Thread (53 messages) 53 messages, 6 authors, 2009-10-26

Kernel related (?) user space crash at ARM11 MPCore

From: catalin.marinas@arm.com (Catalin Marinas)
Date: 2009-10-26 18:40:14

Possibly related (same subject, not in this thread)

On Sun, 2009-10-25 at 13:39 +0000, Russell King - ARM Linux wrote:
On Tue, Oct 20, 2009 at 12:39:08PM +0100, Catalin Marinas wrote:
quoted
BTW, the cache flushing code in Linux can be optimised a bit more on
VIPT caches:

      * __cpuc_flush_dcache_page() could cope with just D-cache clean
        rather than clean+invalidate
No it can not - that breaks shared mappings.  The problem is that
flush_dcache_page() is used in two circumstances.  These are described
in more detail in cachetlb.txt, but briefly:

1. After the kernel writes to its mapping for a page cache page, and needs
   to ensure that those writes are visible to shared mmap()s in userspace.

2. Before the kernel reads from its mapping for a page cache page, and
   needs to ensure that it reads up to date data written by userspace
   into those mappings.

So just cleaning the D-cache means that (2) will return stale data.
I was referring to VIPT (non-aliasing) case only.

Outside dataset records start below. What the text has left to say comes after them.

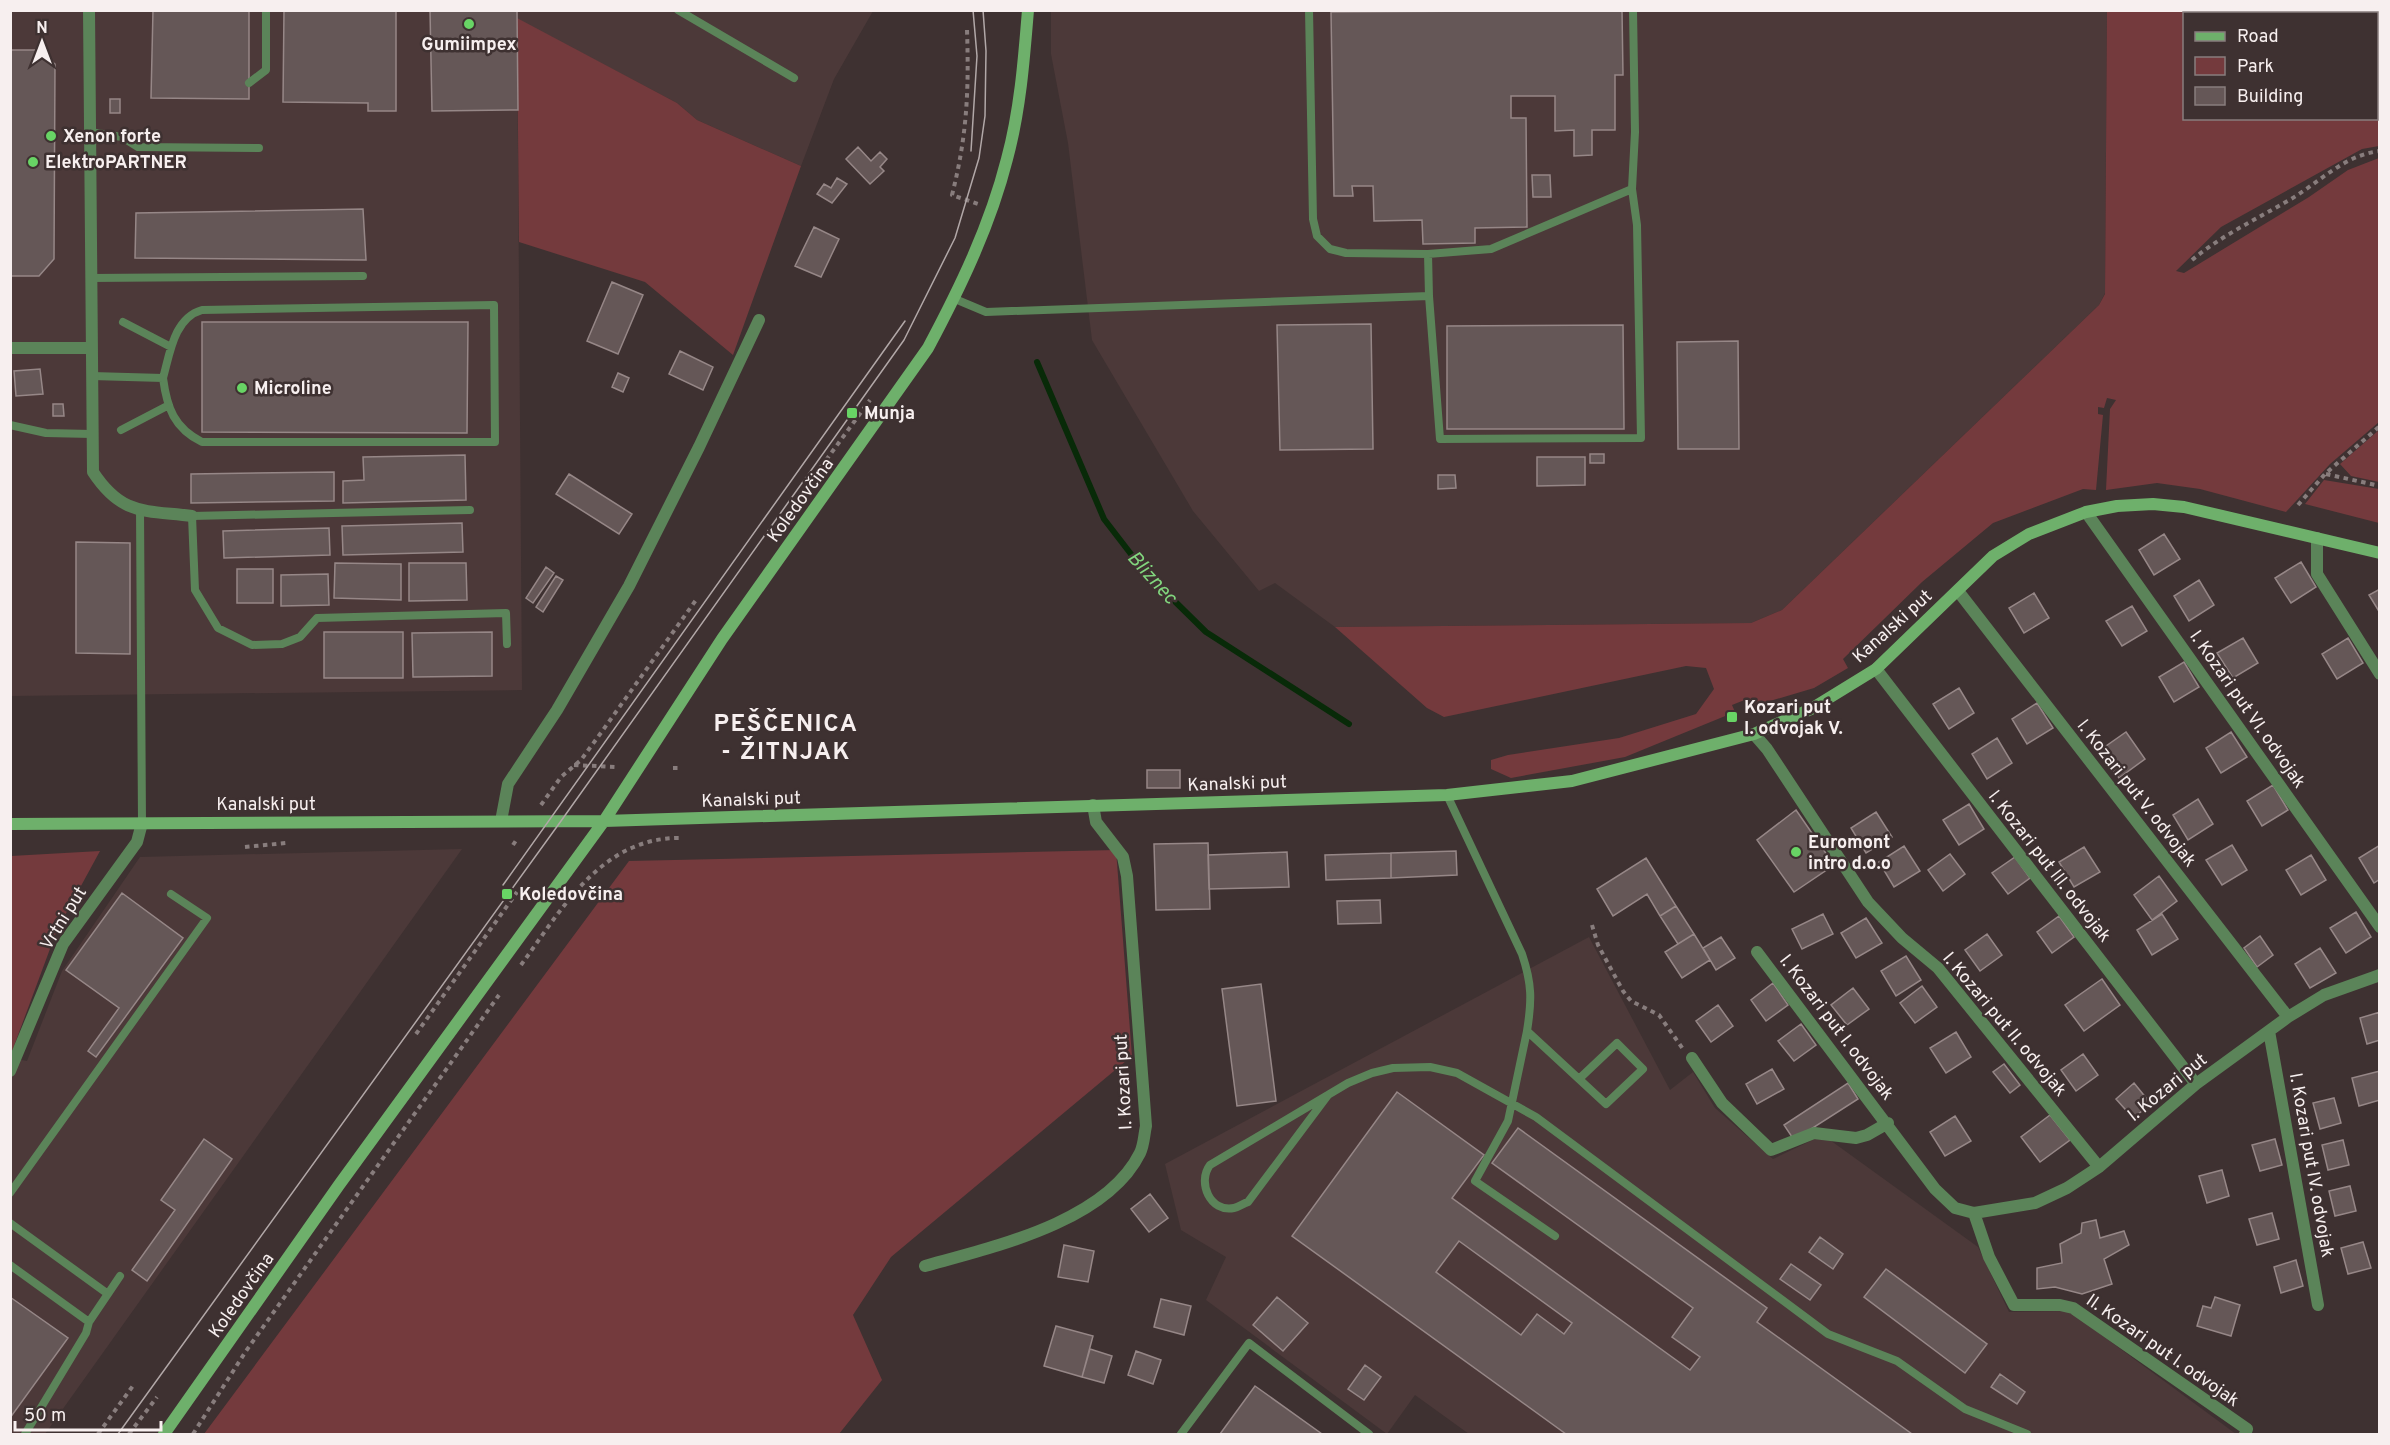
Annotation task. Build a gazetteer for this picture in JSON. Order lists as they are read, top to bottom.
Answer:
{
  "streets": {
    "street": [
      "Koledovčina",
      "Kanalski put",
      "I. Kozari put VI. odvojak",
      "I. Kozari put V. odvojak",
      "I. Kozari put III. odvojak",
      "Vrtni put",
      "I. Kozari put II. odvojak",
      "I. Kozari put I. odvojak",
      "I. Kozari put",
      "I. Kozari put IV. odvojak",
      "II. Kozari put I. odvojak"
    ]
  },
  "crossings": [
    ["Koledovčina", "Kanalski put"],
    ["Kanalski put", "I. Kozari put VI. odvojak"],
    ["Kanalski put", "I. Kozari put V. odvojak"],
    ["Kanalski put", "I. Kozari put III. odvojak"],
    ["Kanalski put", "Vrtni put"],
    ["Kanalski put", "I. Kozari put II. odvojak"],
    ["Kanalski put", "I. Kozari put"],
    ["I. Kozari put V. odvojak", "I. Kozari put"],
    ["I. Kozari put III. odvojak", "I. Kozari put"],
    ["I. Kozari put II. odvojak", "I. Kozari put"],
    ["I. Kozari put I. odvojak", "I. Kozari put"],
    ["I. Kozari put I. odvojak", "II. Kozari put I. odvojak"],
    ["I. Kozari put", "I. Kozari put IV. odvojak"],
    ["I. Kozari put", "II. Kozari put I. odvojak"]
  ],
  "districts": ["PEŠČENICA - ŽITNJAK"],
  "water": ["Bliznec"],
  "places": {
    "other": [
      "Gumiimpex",
      "Xenon forte",
      "ElektroPARTNER",
      "Microline",
      "Euromont intro d.o.o"
    ],
    "transit": ["Munja", "Kozari put I. odvojak V.", "Koledovčina"]
  },
  "legend": ["Road", "Park", "Building"],
  "scale_bar": "50 m",
  "north": "top"
}
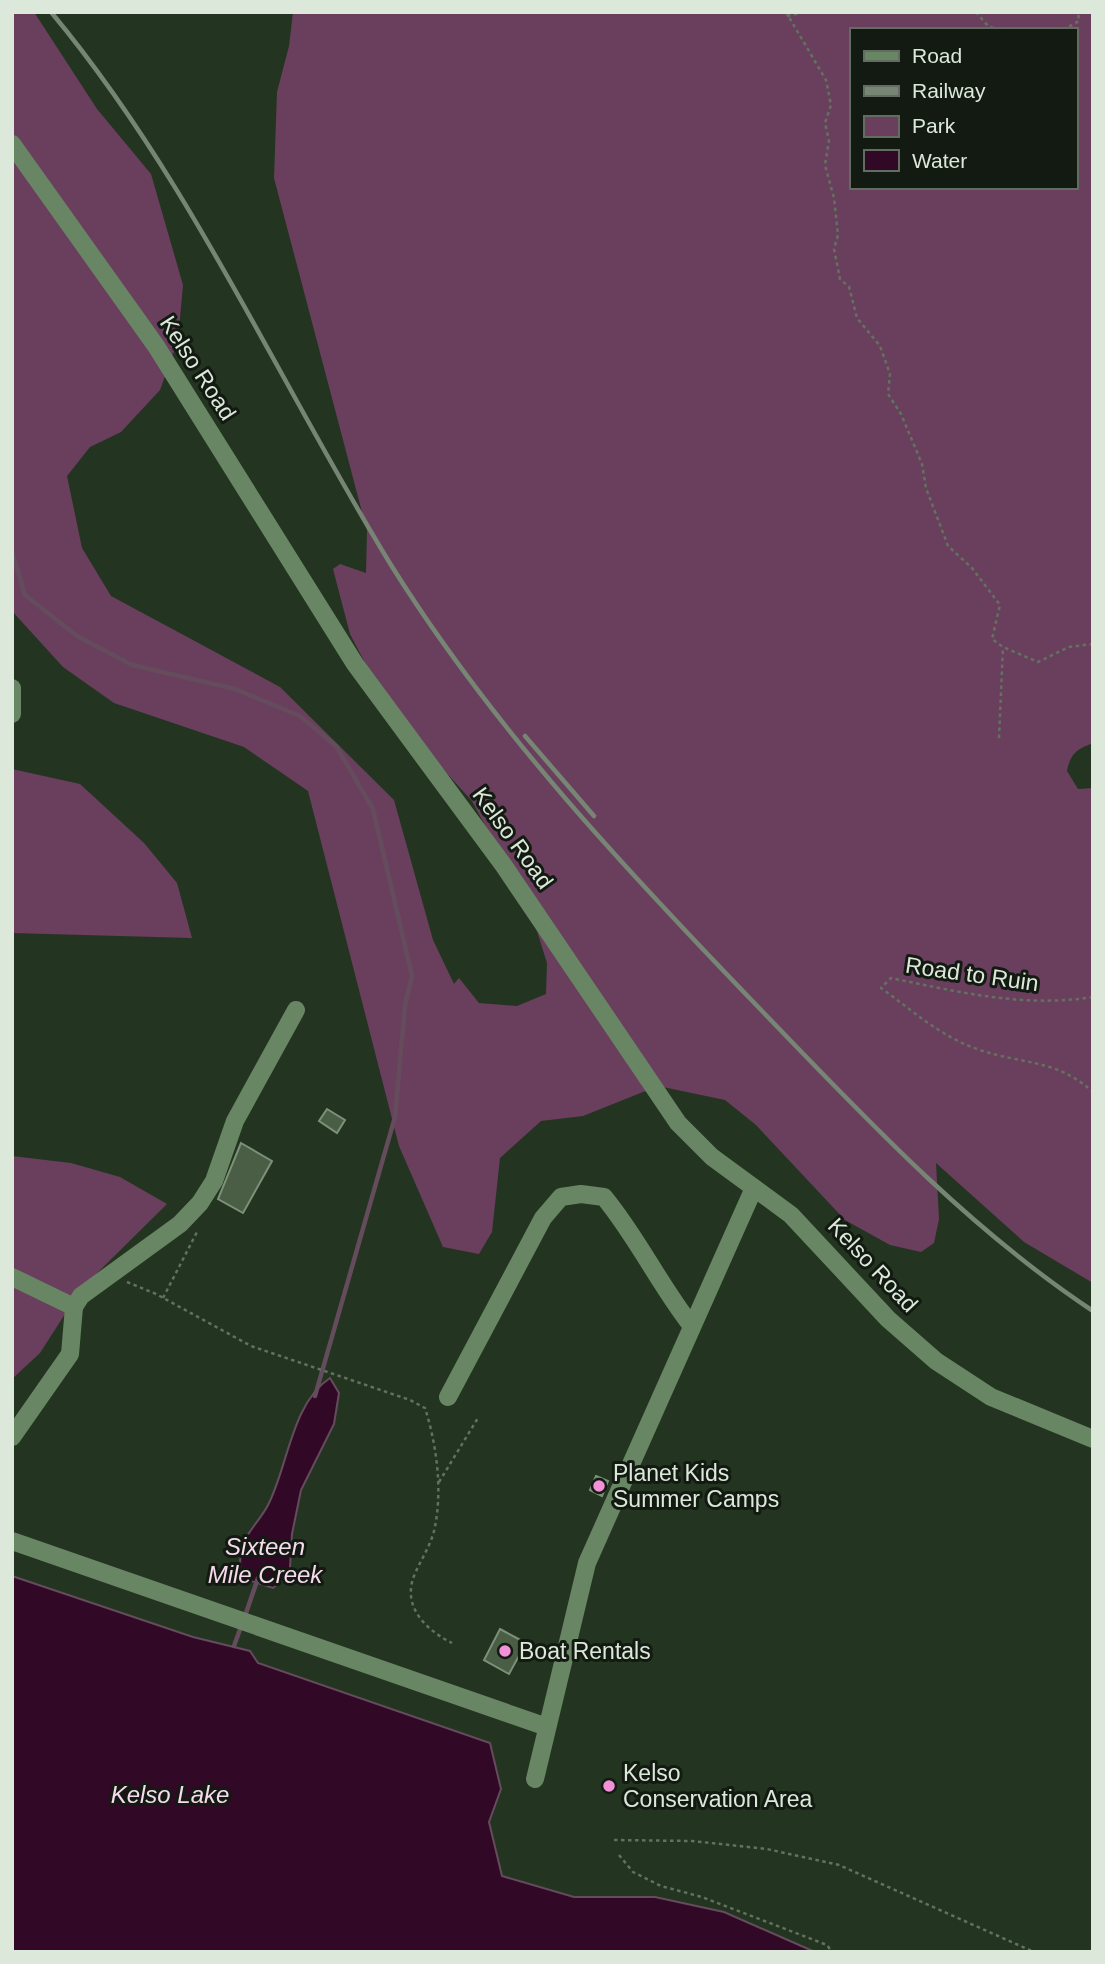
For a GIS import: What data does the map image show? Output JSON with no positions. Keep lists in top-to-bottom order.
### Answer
{
  "streets": {
    "street": ["Kelso Road"],
    "path": ["Road to Ruin"]
  },
  "water": ["Sixteen Mile Creek", "Kelso Lake"],
  "places": ["Planet Kids Summer Camps", "Boat Rentals", "Kelso Conservation Area"],
  "legend": [
    "Road",
    "Railway",
    "Park",
    "Water"
  ]
}
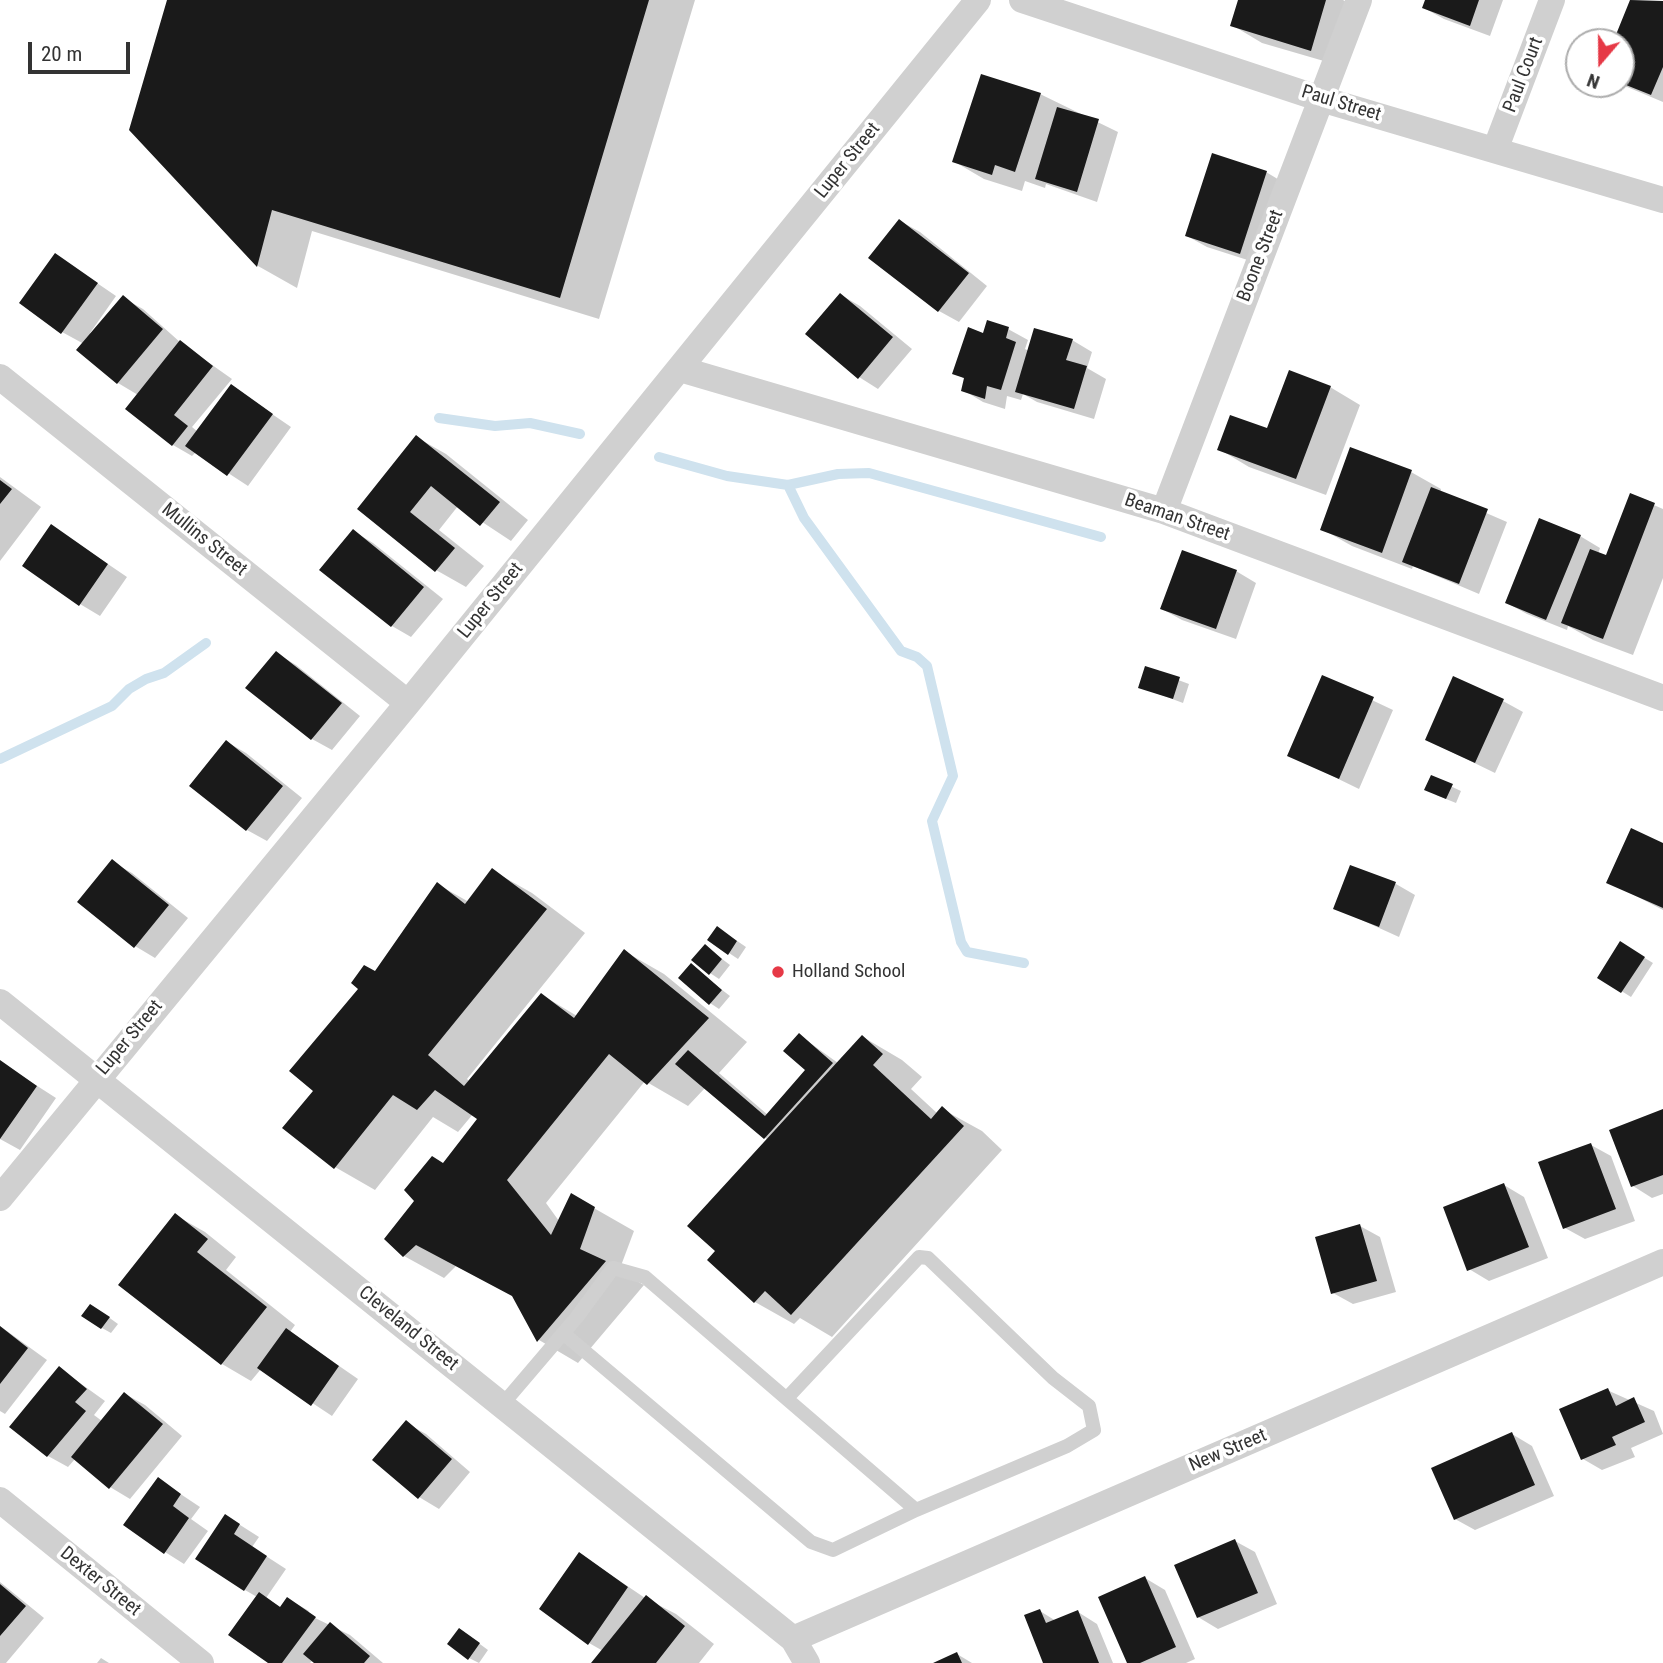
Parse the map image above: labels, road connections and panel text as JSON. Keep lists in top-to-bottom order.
{
  "streets": {
    "street": [
      "Paul Court",
      "Paul Street",
      "Luper Street",
      "Boone Street",
      "Beaman Street",
      "Mullins Street",
      "Cleveland Street",
      "New Street",
      "Dexter Street"
    ]
  },
  "crossings": [
    ["Paul Court", "Paul Street"],
    ["Paul Street", "Boone Street"],
    ["Luper Street", "Beaman Street"],
    ["Luper Street", "Mullins Street"],
    ["Luper Street", "Cleveland Street"],
    ["Boone Street", "Beaman Street"],
    ["Cleveland Street", "New Street"]
  ],
  "places": ["Holland School"],
  "scale_bar": "20 m",
  "north": "bottom"
}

Point (2) above is
still valid even if only cleaning the D-cache lines. Shared mappings use
the same cache lines according to the physical address.

quoted
      * whole I-cache invalidation was needed for some ARM1136 erratum.
        We can conditionally revert it to invalidating a range
That's not what the commit (826cbda) says which implemented it.  Also,
since we have broken I-cache flushes even with the erratum enabled,
let's fix the work-around and re-evaluate the situation before changing
anything.
The commit doesn't say but there was an earlier commit (141fa40cff9088)
which was changing from I-cache inv by MVA to full I-cache inv because
of some ARM1136 erratum (371025). When I sent the second, I just
followed the same idea. We could make this conditional but need to run
some benchmarks to check whether there is a real benefit.
quoted
Flush the D-cache during copy_user_highpage()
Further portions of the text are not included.